You have probably been hearing a lot lately about bioethanol vs ethanol. With all the talk of climate change, carbon emissions, and greenhouse gases, the ethanol industry has become a hot topic. So, what are the differences between the two? Let’s talk about it.
The very foundation of any product made from alcohol is ethanol. Ethanol is the scientific word we typically use for alcohol. It is made through the fermentation of sugar, and it can only be made using yeast.
It is a natural process born long before humans came along, though humans have been working tirelessly to perfect it.
You see, one of the earliest life forms on earth was the yeast cells.
As microbiologists understand it, first there were bacteria and archaebacteria, prokaryotes with a single cell but no enclosed nucleus or mitochondrial system.
Over the span of millions of years, and largely due to the basic concept of the survival of the fittest, some bacterial, or archaebacterial cells evolved to develop an enclosed nucleus and a mitochondrial system, becoming a eukaryote.
The first evidence we have of this new life form is the yeast cell.
It is from that first eukaryote that all animals on earth have evolved.
Early bacteria and yeast cells fed on algae, which produced sugar it got from the process of photosynthesis.
So, as yeast and other fungi grew and evolved and branched off to become animals and eventually humans, algae grew and evolved and branched off to become the land plants we know today.

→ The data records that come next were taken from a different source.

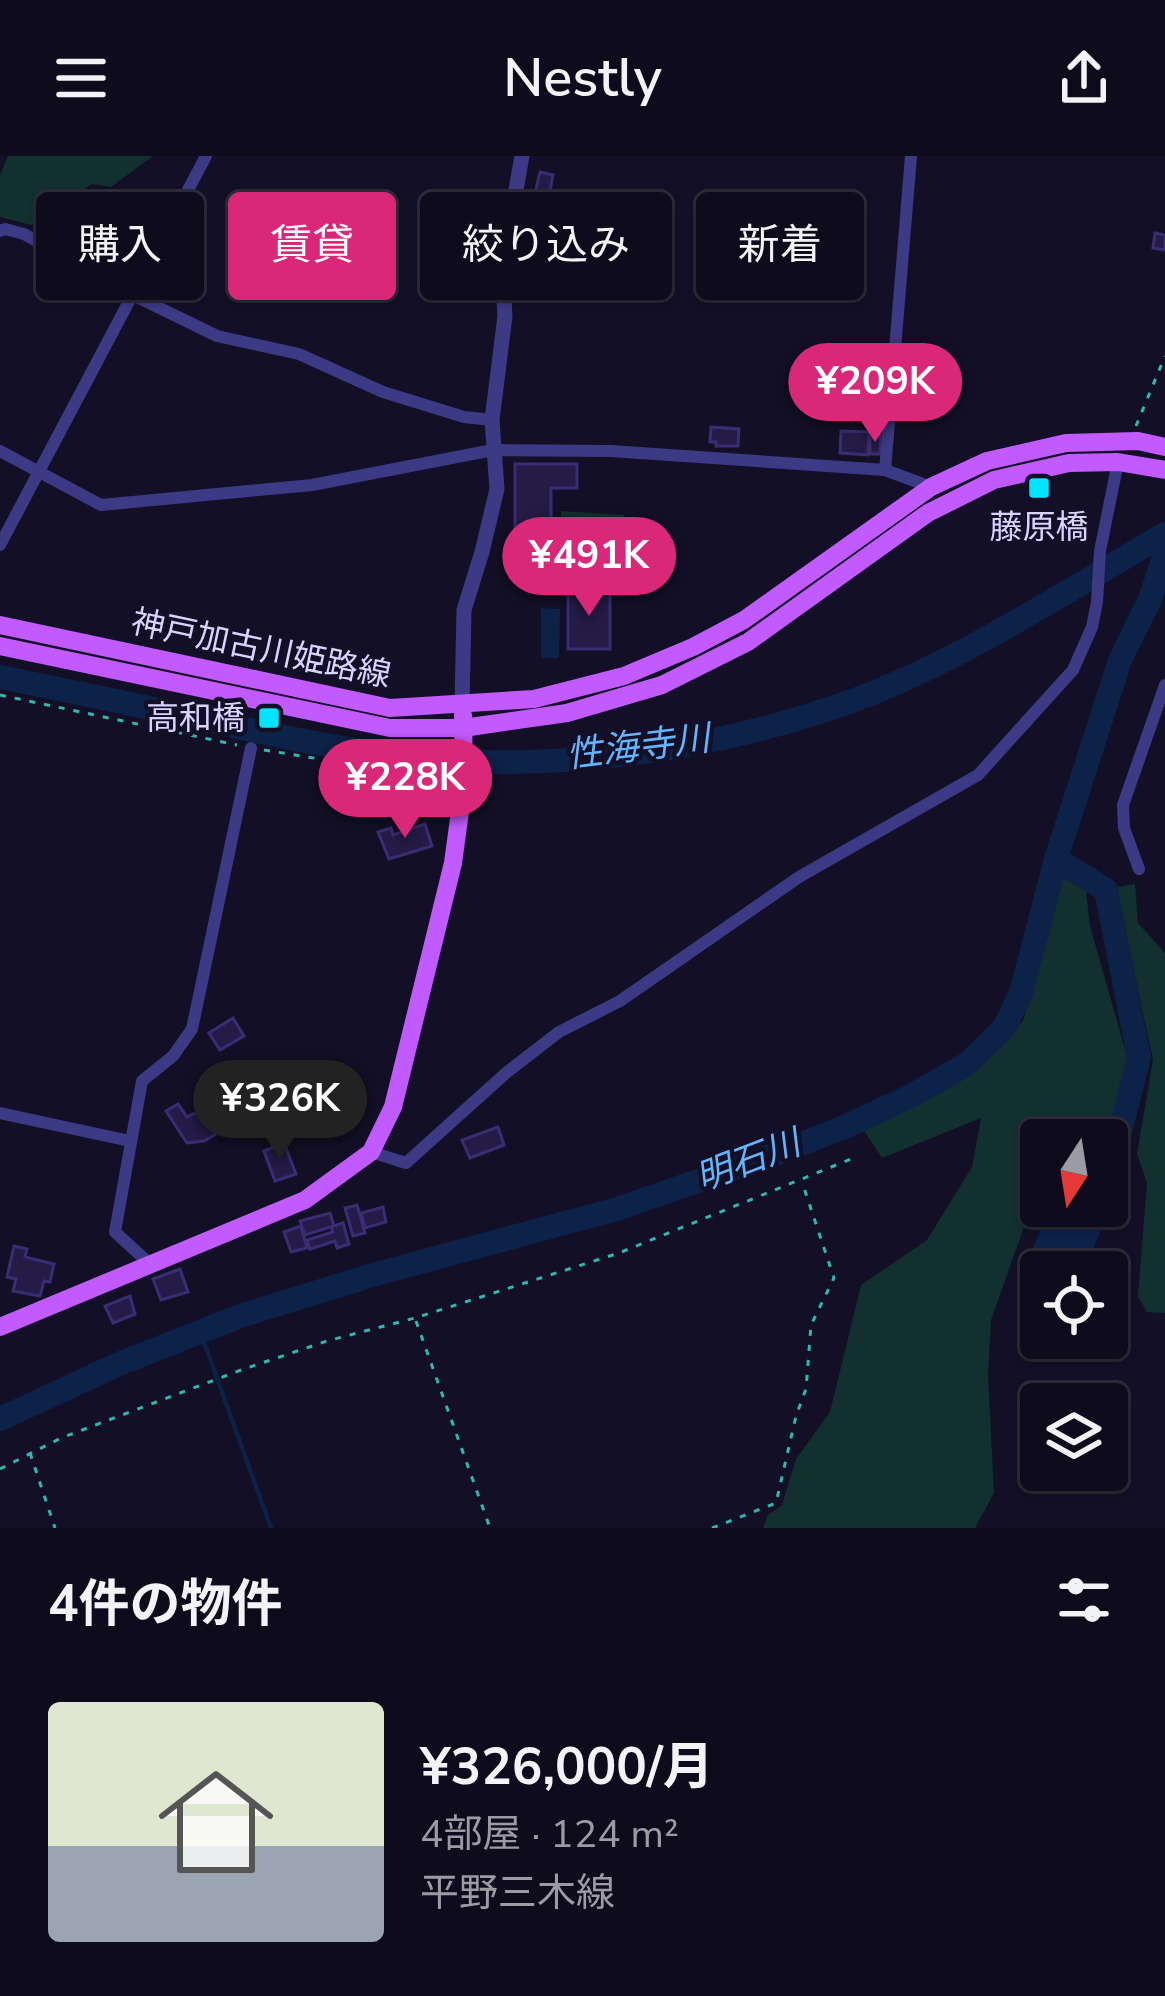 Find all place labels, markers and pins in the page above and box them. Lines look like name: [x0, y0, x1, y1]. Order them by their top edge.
pin: ¥209K: [791, 343, 959, 445]
marker: 藤原橋: [1026, 475, 1052, 501]
place label: 藤原橋: [990, 505, 1089, 550]
pin: ¥491K: [505, 517, 673, 619]
place label: 高和橋: [146, 696, 245, 741]
marker: 高和橋: [256, 705, 282, 731]
pin: ¥228K: [321, 739, 489, 841]
pin: ¥326K: [196, 1060, 364, 1162] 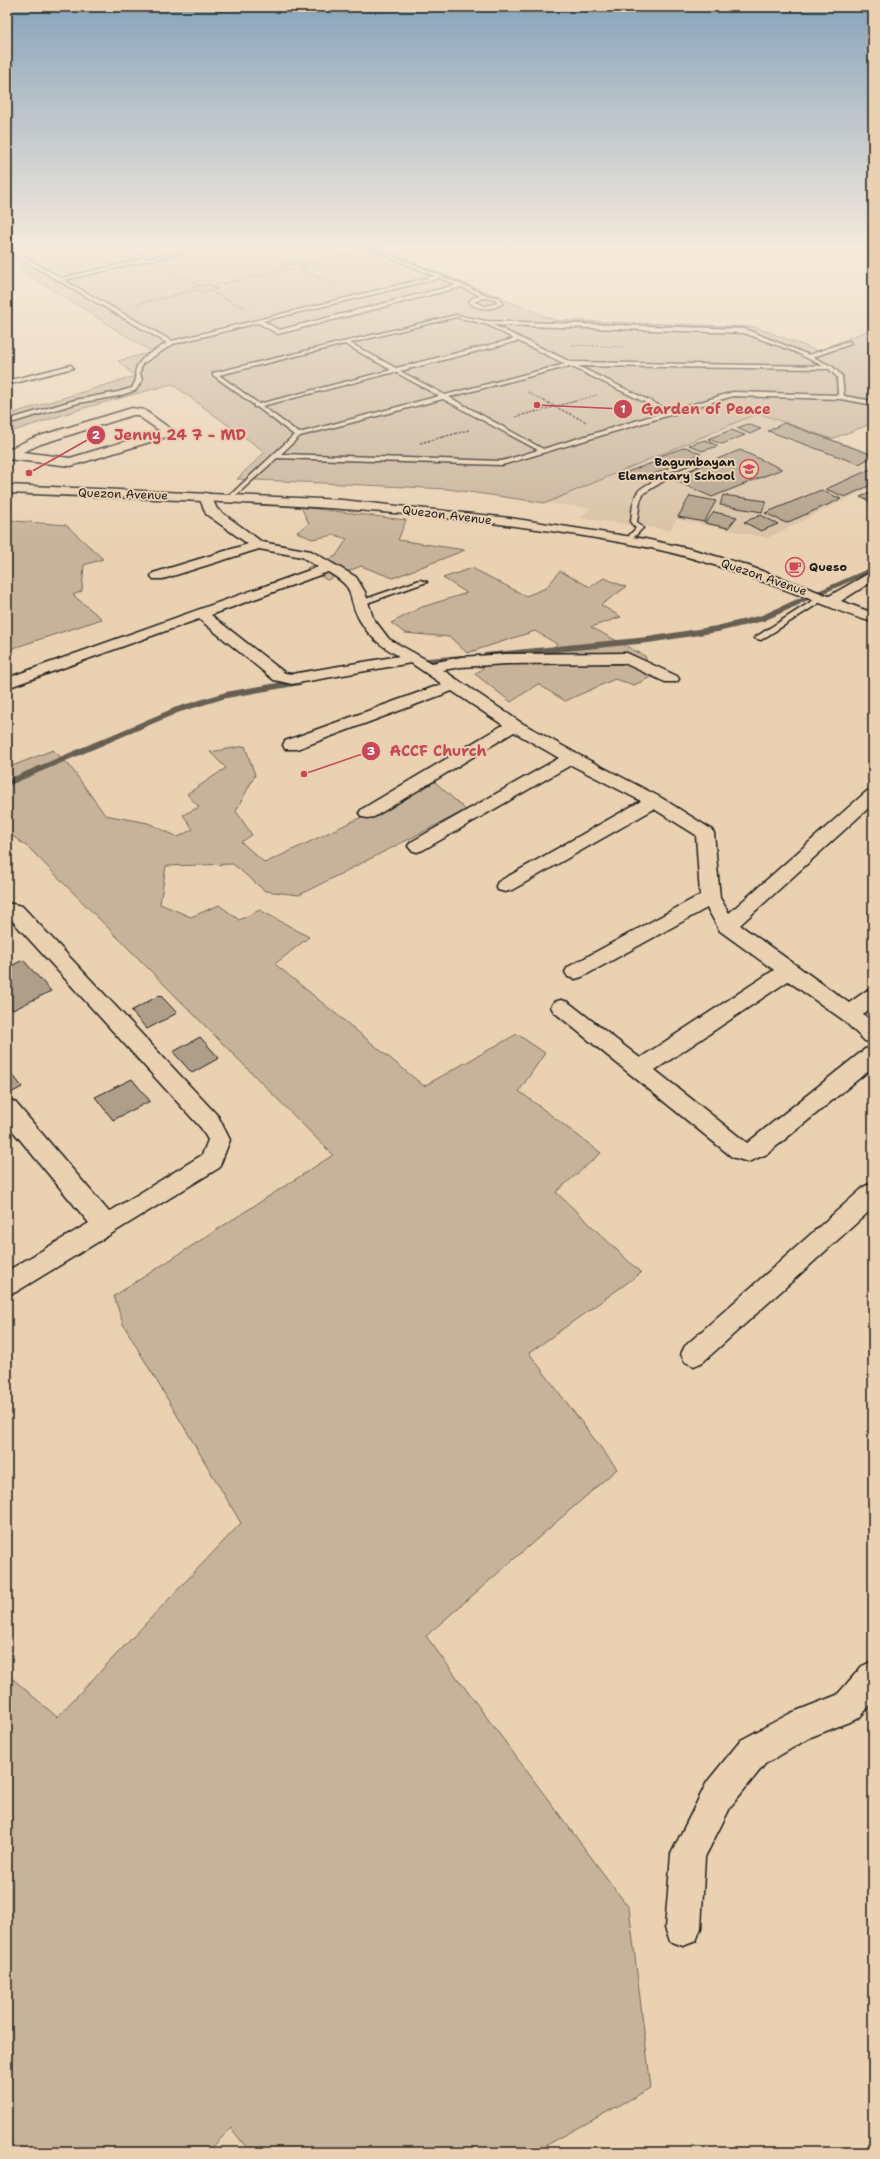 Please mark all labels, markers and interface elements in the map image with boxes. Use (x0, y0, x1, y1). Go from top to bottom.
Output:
callout: Garden of Peace (613, 395, 779, 422)
text: Garden of Peace (641, 399, 771, 419)
text: 1 (620, 401, 626, 417)
callout: Jenny 24 7 - MD (86, 422, 254, 449)
text: Jenny 24 7 - MD (114, 425, 246, 445)
text: 2 (92, 427, 101, 443)
place label: Bagumbayan Elementary School (618, 454, 735, 484)
school or university icon: Bagumbayan Elementary School (738, 458, 760, 480)
street label: Quezon Avenue (78, 484, 168, 504)
street label: Quezon Avenue (401, 502, 493, 528)
street label: Quezon Avenue (719, 555, 809, 599)
cafe icon: Queso (784, 556, 806, 578)
place label: Queso (809, 559, 847, 575)
callout: ACCF Church (361, 738, 495, 765)
text: ACCF Church (389, 741, 487, 761)
text: 3 (367, 743, 375, 759) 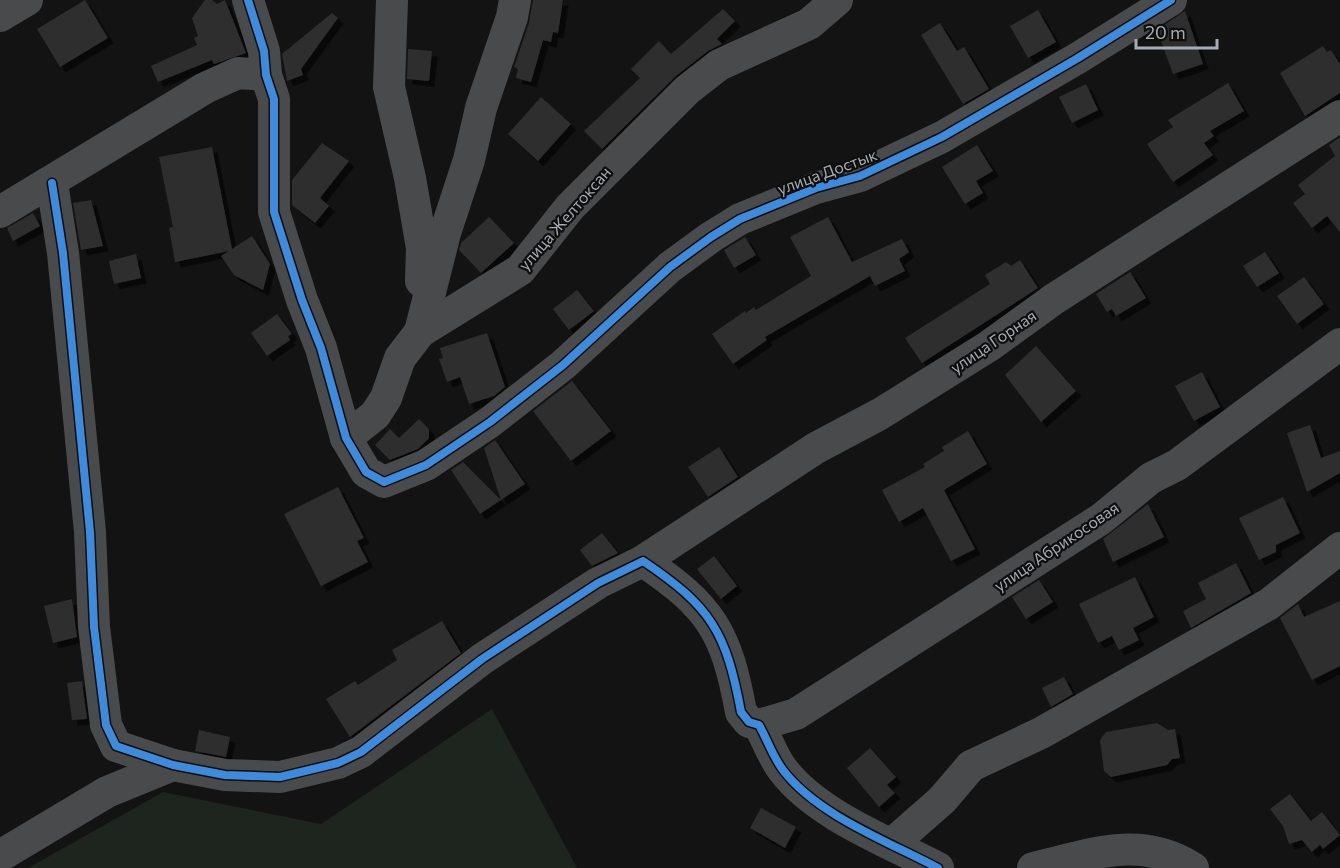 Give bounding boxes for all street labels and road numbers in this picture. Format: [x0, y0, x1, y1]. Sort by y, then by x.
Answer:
street label: улица Достык [775, 144, 880, 198]
street label: улица Желтоксан [514, 162, 614, 274]
street label: улица Горная [946, 305, 1040, 377]
street label: улица Абрикосовая [990, 497, 1122, 595]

It was from those earliest times that yeast fed on plants rich with sugar. The sugar fed the mitochondrial needs of the yeast cells, and the yeast cells then produced alcohol and carbon dioxide as waste products.
Carbs and Sugar
Carbohydrates are the basis of all energy in the mitochondria, and sugar is a carbohydrate. At its simplest, yeast can consume sugar and use it directly to fuel its energy needs.
We can find this happening, as it happened millions of years ago, on plants across the planet. The yeast descends upon a sugary, overripe piece of fruit, it consumes the sugars inside, which is when we’ll see the bubbling and fizzing on the fruit, and it converts those sugars to alcohol and carbon dioxide.
If you ate that piece of fruit once it was fermented, you would see the same alcoholic effects you see with wine or beer. Indeed, primates in the wild have been known to do just that — wait for fruit to ripen and ferment before eating it.
To sum it all up, ethanol is the end result of this fermentation process — yeast finds sugar, consumes it, and converts it to alcohol, or ethanol.
Humans discovered this process in nature through various encounters and began capitalizing on it to make wine, beer, honey mead, kombucha, tepache, and more.
In recent decades, we have used it to produce bioethanol.
Bioethanol is the latest discovery in the fermentation process. Scientists in the 1970s interested in cutting the cost of gasoline (petrol in Europe), and in addressing the concerns about climate change, began experimenting with using alcohol, or ethanol, for transportation fuel.
In the beginning, ethanol producers used corn and waste from other biomass uses to produce large amounts of ethanol. Once ground down and turned into a meal, producers would put this corn meal through a saccharification process that extracted all the sugars from the meal. They would then boil it and steep it, just like when making beer, and ferment it with yeast.
Yeast, of course, is the essential ingredient in all fermentation.
The benefits of bioethanol include reducing greenhouse gas emissions as bioethanol burns cleaner and is absorbed back into plants once released. It is also a renewable energy, as you can continue to grow corn, sugarcane, sugar beets, or any other sugary plant to make ethanol, as opposed to oil, which is not renewable and will eventually run out.
The problem with bioethanol is that we only have so much land to grow enough crops to produce the fuel for the world’s transportation needs. In addition, the vast majority of vehicles on the road today have internal combustion engines that run on petrol, the product of oil.
The compromise over the last few decades has been to cut petrol with bioethanol. Engineers have found that internal combustion engines will run on a combination of the two, and the end result is a cleaner, less expensive fuel.
We will continue to watch as science marches inevitably forward to see in what direction it may take us toward a more efficient form of transportation and the fuel to go with it.
Bioethanol vs Ethanol: What Are the Differences?
So, what are the differences between ethanol and bioethanol? None, really. Ethanol is the product of yeast fermenting sugar, and bioethanol is the name we give to the ethanol used as fuel. In short, all bioethanol is ethanol, but not all ethanol is bioethanol.
It’s (somewhat) like asking what is the difference between wine and ethanol. Wine is an ethanol product (albeit a more complex one). So too bioethanol is an ethanol product. You won’t drink bioethanol, and you can’t run a car on wine, but the two come from the same source.